Containment of biological agents and infectious substances is an essential element in maintaining a safe environment for biomedical and microbiological laboratories, Biosafety Levels labs, and vaccine production facilities.
Protecting against the potential release of hazardous aerosols into a lab during centrifugation requires good laboratory practices.
1. First Level of Protection: Labware
Protecting lab and personnel from aerosol leakage and spills with bucket and microplate carrier covers, disposable liners, sealing tubes, and/or tubes with threaded caps with inserts/plugs and O-rings.
2. Second Level of Protection: Rotors
Well-designed rotors offer additional biocontainment.
Dual-locking lids enable the rotor to remain sealed while being carried to a biocontainment hood for sample retrieval.

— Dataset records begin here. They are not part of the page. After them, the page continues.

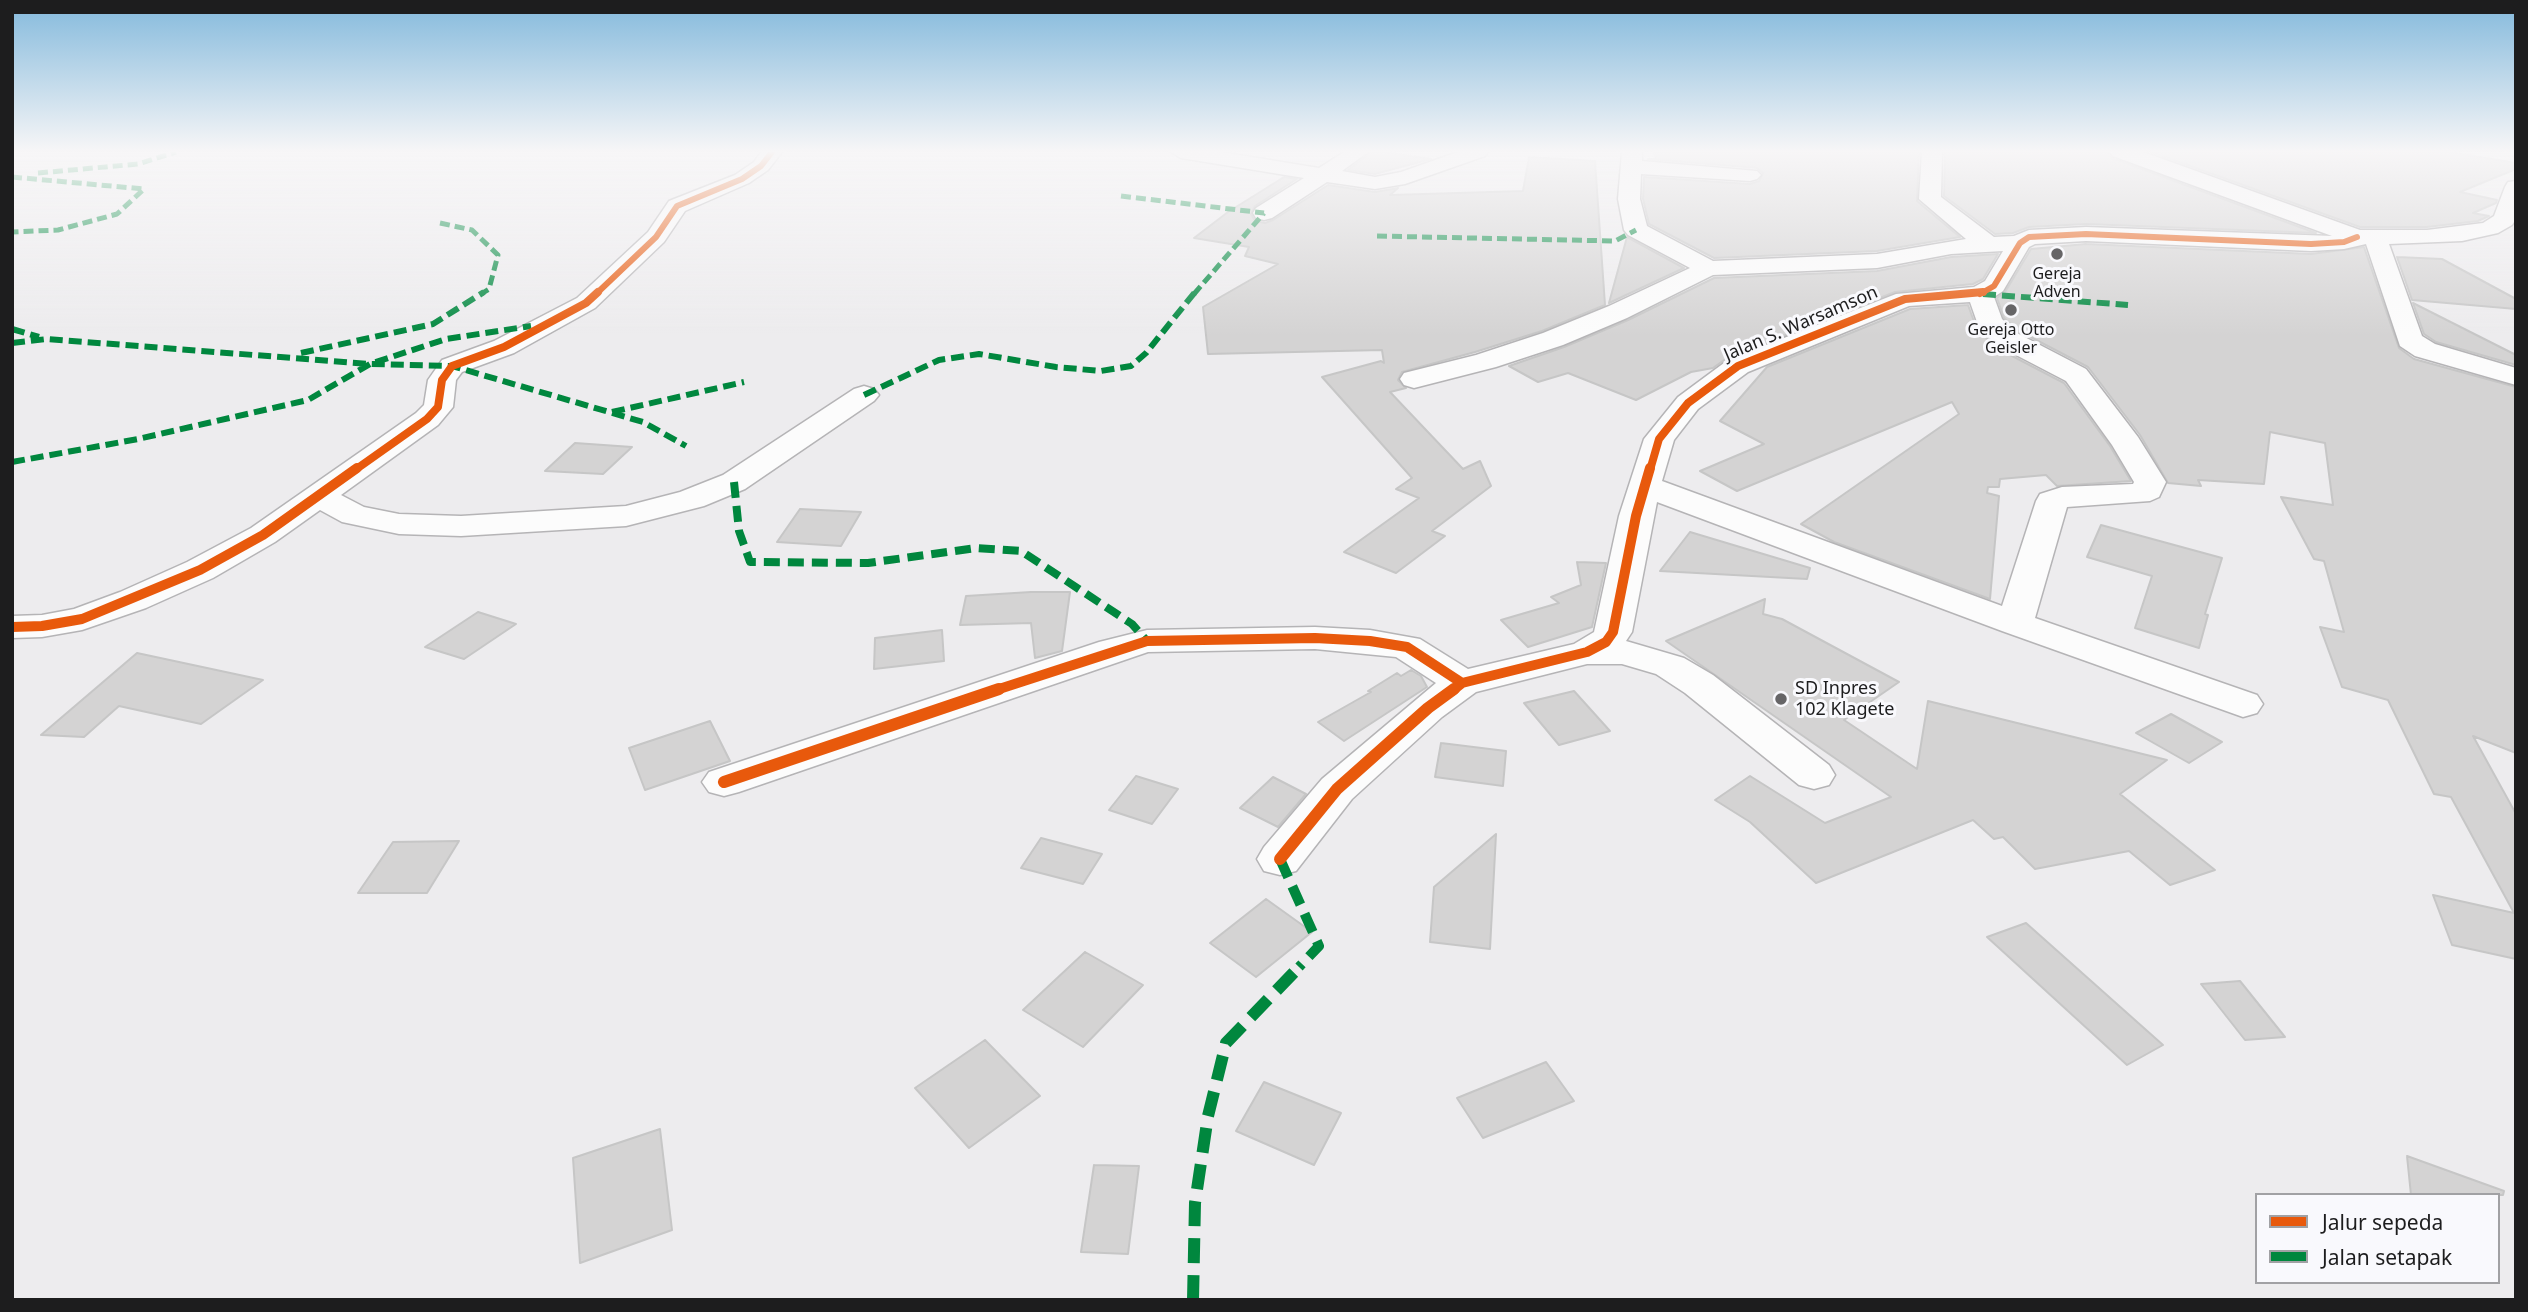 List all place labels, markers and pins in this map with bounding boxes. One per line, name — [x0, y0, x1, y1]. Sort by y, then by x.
marker: Gereja Adven — [2049, 246, 2065, 262]
place label: Gereja Adven — [2032, 264, 2082, 302]
marker: Gereja Otto Geisler — [2003, 302, 2019, 318]
place label: Gereja Otto Geisler — [1968, 320, 2054, 358]
place label: SD Inpres 102 Klagete — [1795, 678, 1894, 720]
marker: SD Inpres 102 Klagete — [1773, 691, 1789, 707] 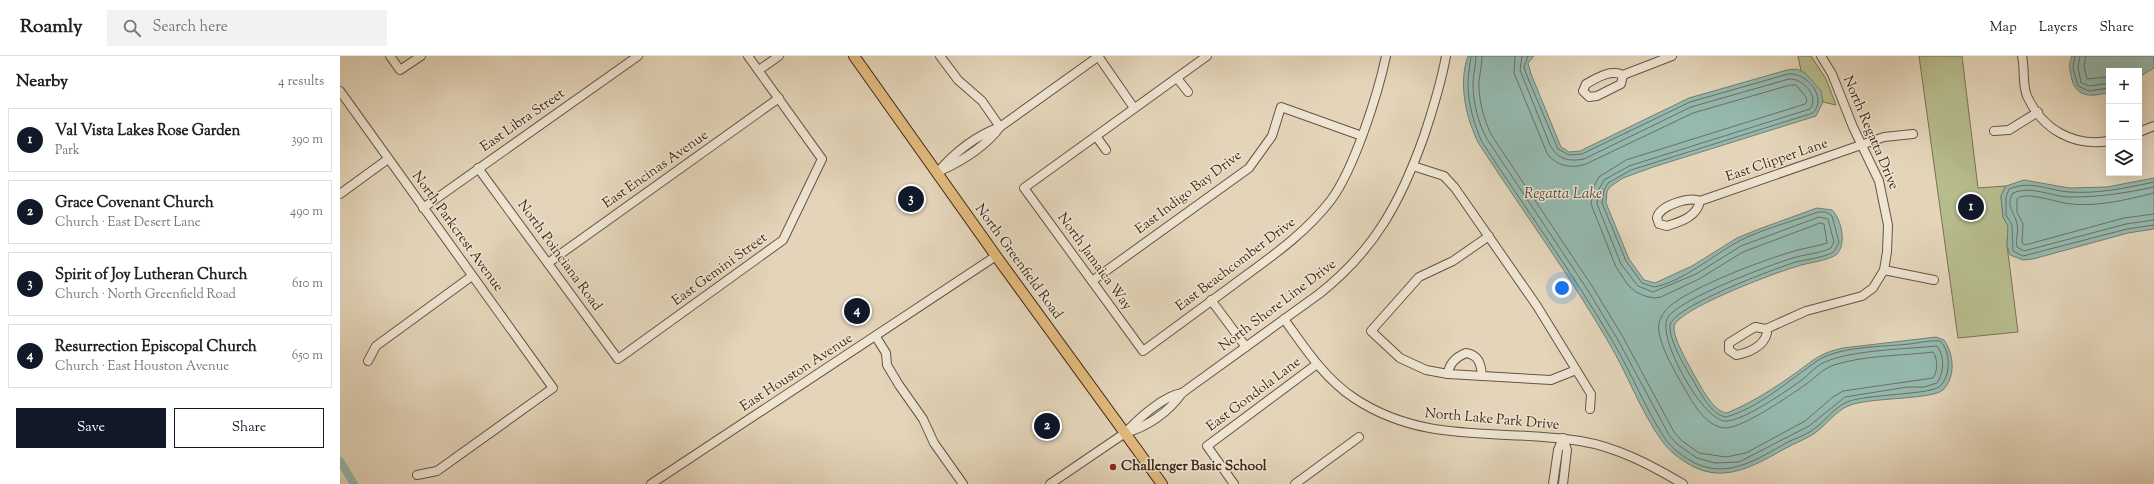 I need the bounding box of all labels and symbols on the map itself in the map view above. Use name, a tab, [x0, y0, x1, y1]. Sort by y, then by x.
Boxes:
street label: North Regatta Drive	[1837, 73, 1903, 193]
street label: East Libra Street	[477, 84, 569, 158]
street label: East Encinas Avenue	[599, 126, 713, 214]
street label: East Clipper Lane	[1723, 134, 1831, 188]
street label: East Indigo Bay Drive	[1132, 146, 1246, 240]
street label: North Parkcrest Avenue	[406, 168, 508, 296]
pin: 3	[898, 184, 924, 214]
water label: Regatta Lake	[1524, 184, 1602, 205]
pin: 1	[1958, 192, 1984, 222]
street label: North Poinciana Road	[512, 196, 606, 316]
street label: North Greenfield Road	[969, 200, 1067, 324]
street label: North Jamaica Way	[1052, 209, 1136, 315]
street label: East Beachcomber Drive	[1172, 213, 1300, 317]
street label: East Gemini Street	[668, 229, 772, 311]
street label: North Shore Line Drive	[1215, 255, 1341, 357]
your location	[1552, 278, 1572, 298]
pin: 4	[844, 296, 870, 326]
street label: East Houston Avenue	[737, 329, 857, 417]
street label: East Gondola Lane	[1203, 353, 1305, 437]
street label: North Lake Park Drive	[1424, 404, 1560, 436]
pin: 2	[1034, 411, 1060, 441]
place label: Challenger Basic School	[1121, 457, 1267, 477]
marker: Challenger Basic School	[1108, 462, 1118, 472] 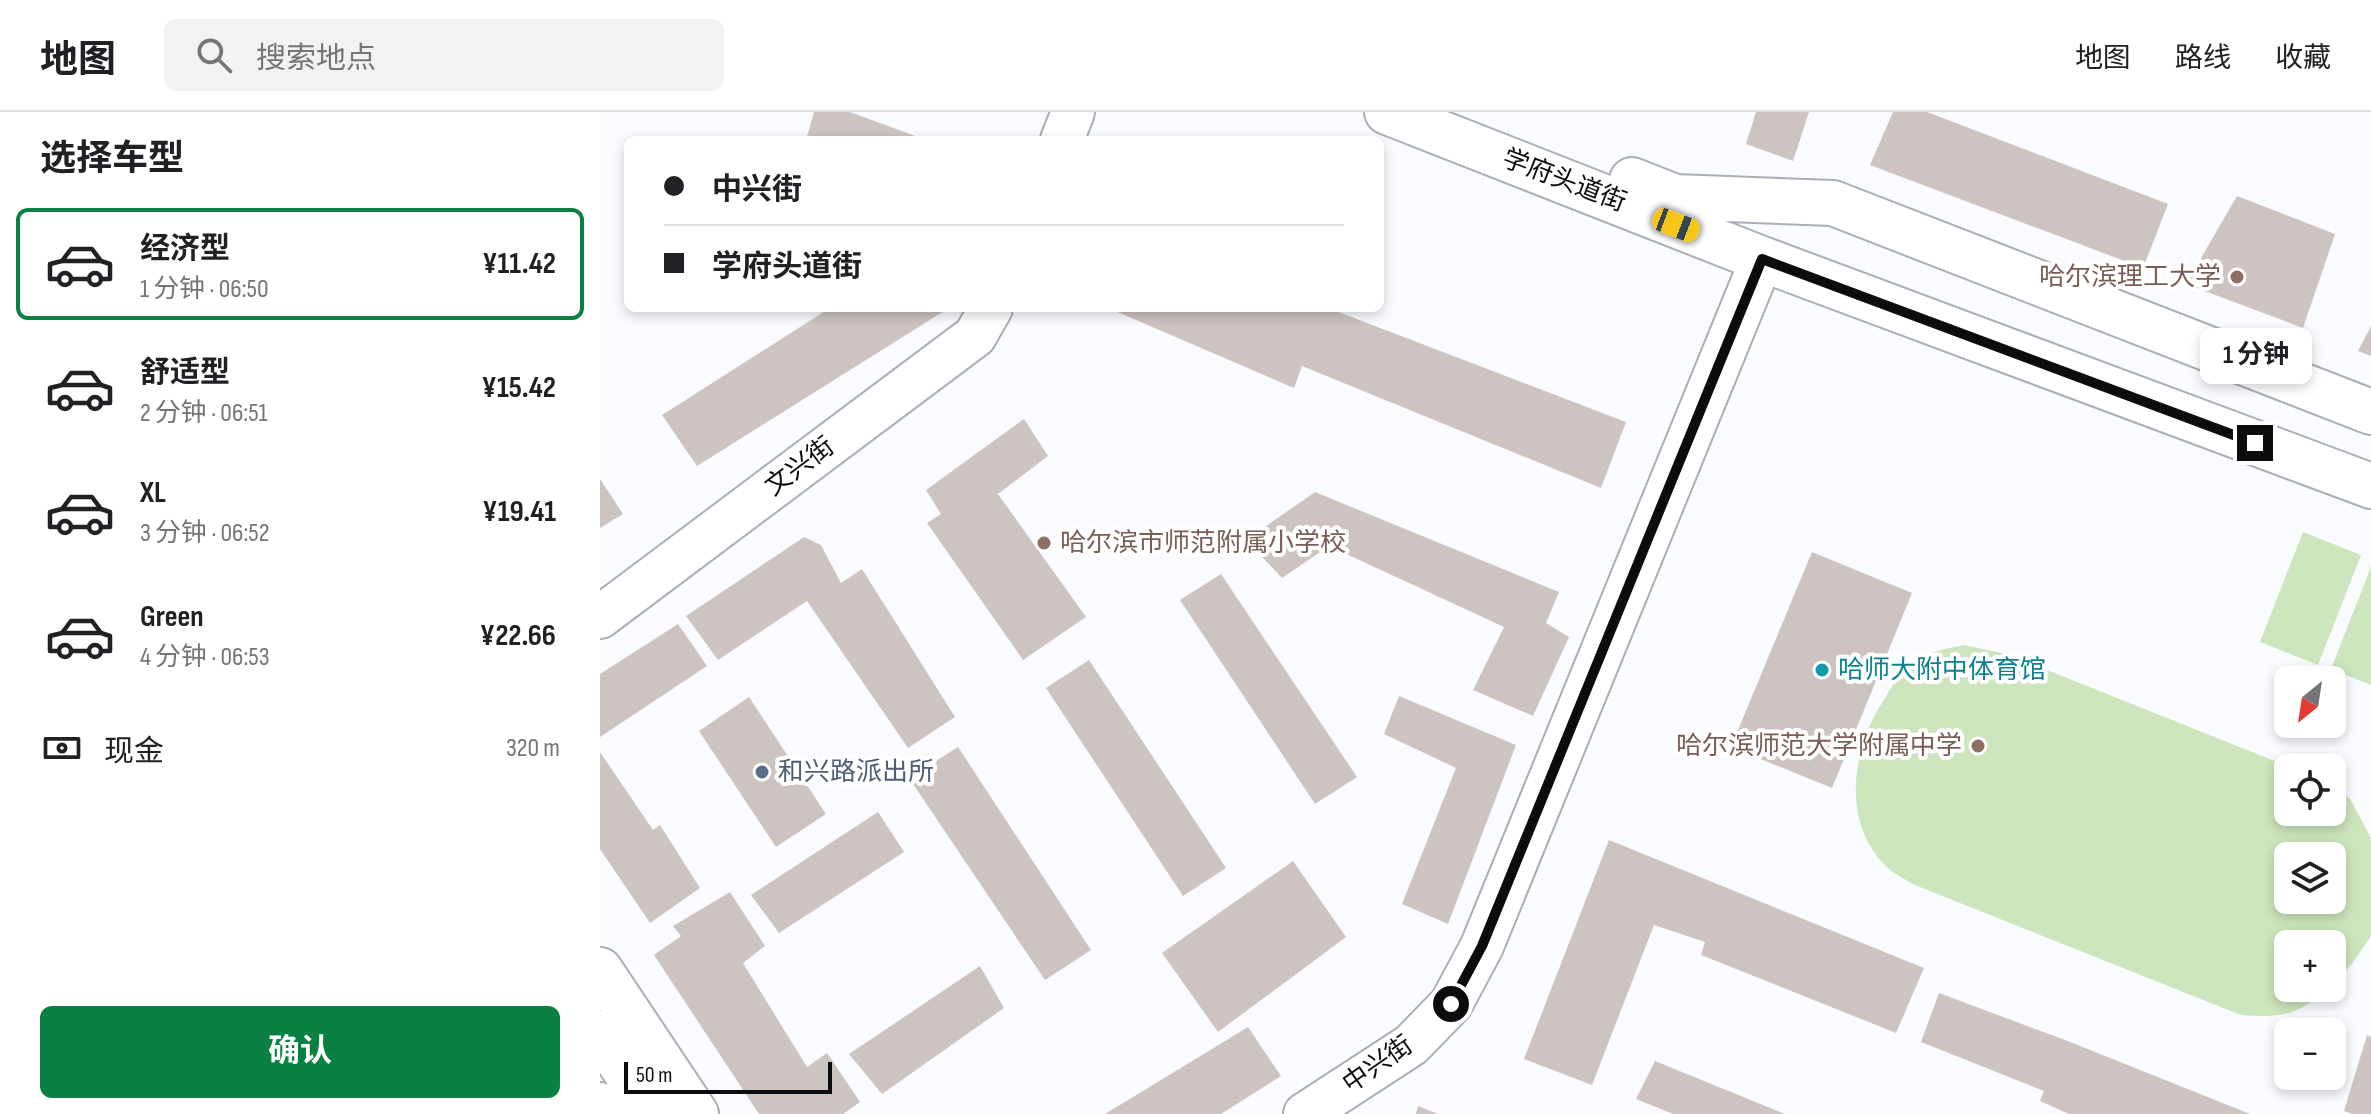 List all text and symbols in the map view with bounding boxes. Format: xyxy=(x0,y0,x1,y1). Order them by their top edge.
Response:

Lid and cap assemblies for fixed-angle and swinging-bucket rotors are designed to create a hermetic seal with the O-ring when used in a hard-vacuum environment.
Fluid containment eliminates leakage into the centrifuge chamber even if the sample tubes leak
3. Third level of protection: Centrifuge
Filtration of the air, both in and out of the centrifuge chamber, through Pharmaceutical-grade (HEPA) sterilizing filters, provides a final level of containment against potentially hazardous aerosols created during centrifugation and minimizes the risk of lab and/or personnel.